I just stumbled on my debrief of the OpenStack Summit 2016 in Austin, Texas and thought that my request for Nomadic Code was spot on. Some movement has happened to enable Nomadic Code, like with docker, serverless functions, and WebAssembly. In some Technical Due Diligences that I have led in the meanwhile, I can see that some people don’t want to burden themselves with all the cloud plumbing. The first PaaS offerings in 201x failed due to adoption problems rather than for technical reasons. After the slow IaaS adoption we see now a 2nd wave of PaaS offerings or even higher level functional domain offerings that point toward composable architecture. Pulling back my definition, which is by no means complete (happy if you want to chip in here), I would see the following with NomadicCode and have added points 8ff:
- Context: this would be the context of the code to fulfil its function with a clear description and purpose to understand when it can be applied and when not. This context is for the potential user of that function to be able to make a decision whether the component fits the use case.
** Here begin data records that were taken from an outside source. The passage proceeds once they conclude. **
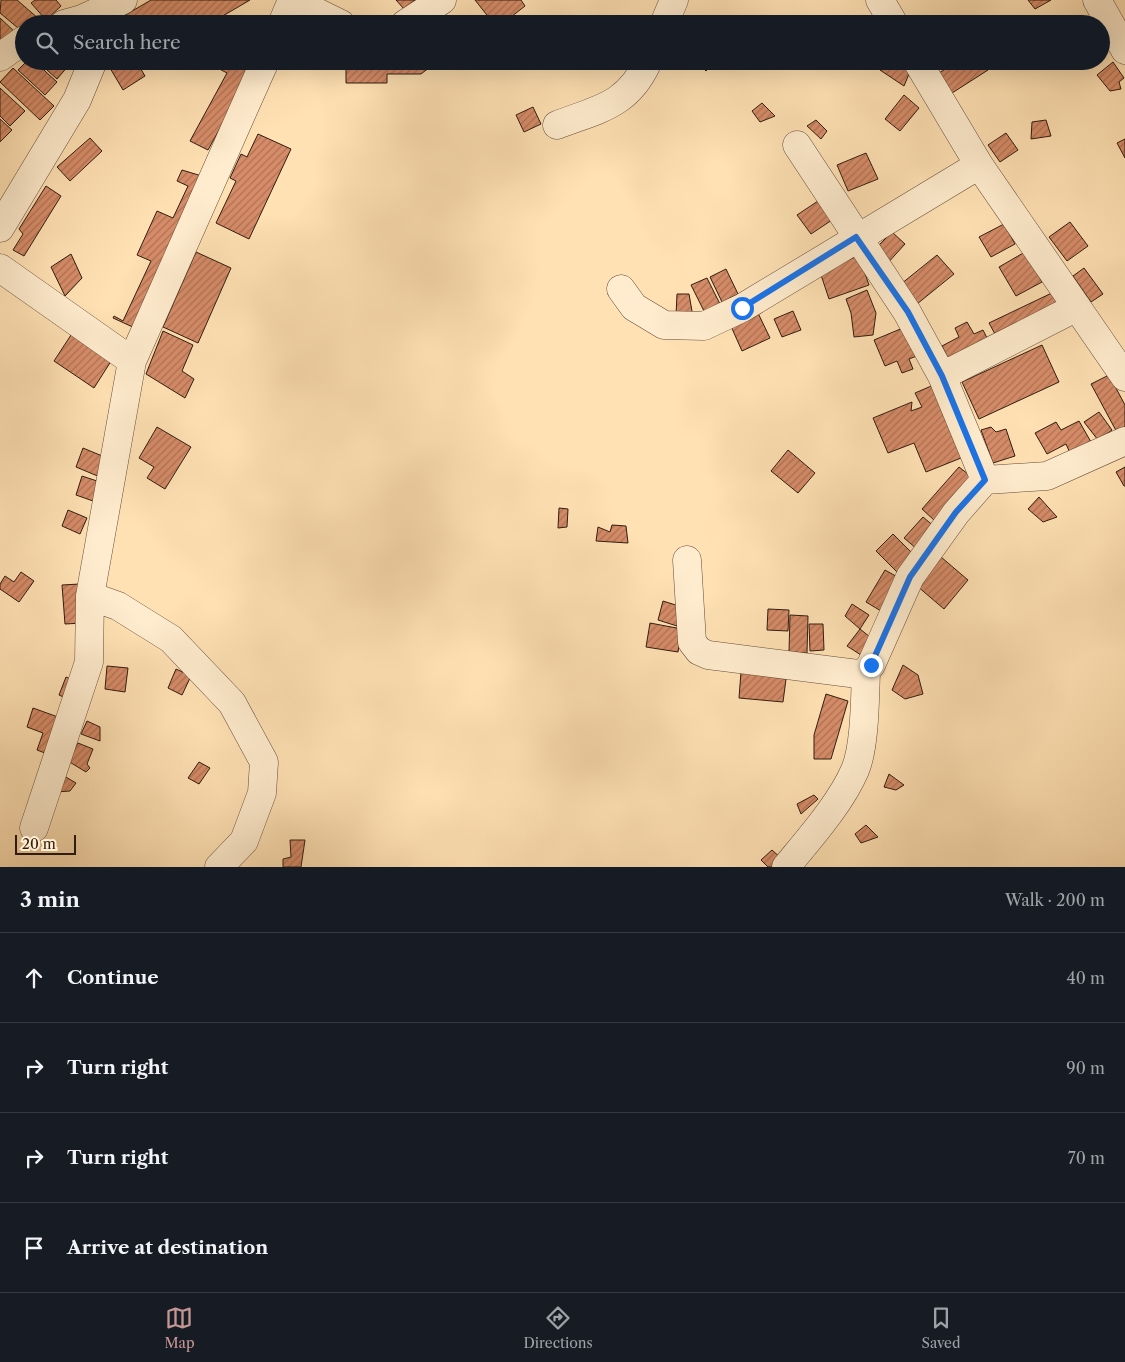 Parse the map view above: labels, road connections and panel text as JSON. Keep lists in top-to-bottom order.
{
  "scale_bar": "20 m",
  "page": {
    "search": "Search here",
    "scale": "20 m",
    "heading": ["3 min", "Walk · 200 m"],
    "list": [
      ["Continue", "40 m"],
      ["Turn right", "90 m"],
      ["Turn right", "70 m"],
      "Arrive at destination"
    ],
    "nav": ["Map", "Directions", "Saved"]
  }
}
- The artefacts in its package: modules to define composition within the package. This is important to enable further extensibility on the code level.
- Dependencies: what other software library or service dependencies are there.
- Test code of different categories: tests and how to run them to check validity. There should be the ability to add new test cases by the user to ask for more coverage also of new use cases.
- Resource demand: memory, CPU, network bandwidth demand for a defined workload of the service
- SLAs: what can you expect from the service. Where can you get a higher service level for the service?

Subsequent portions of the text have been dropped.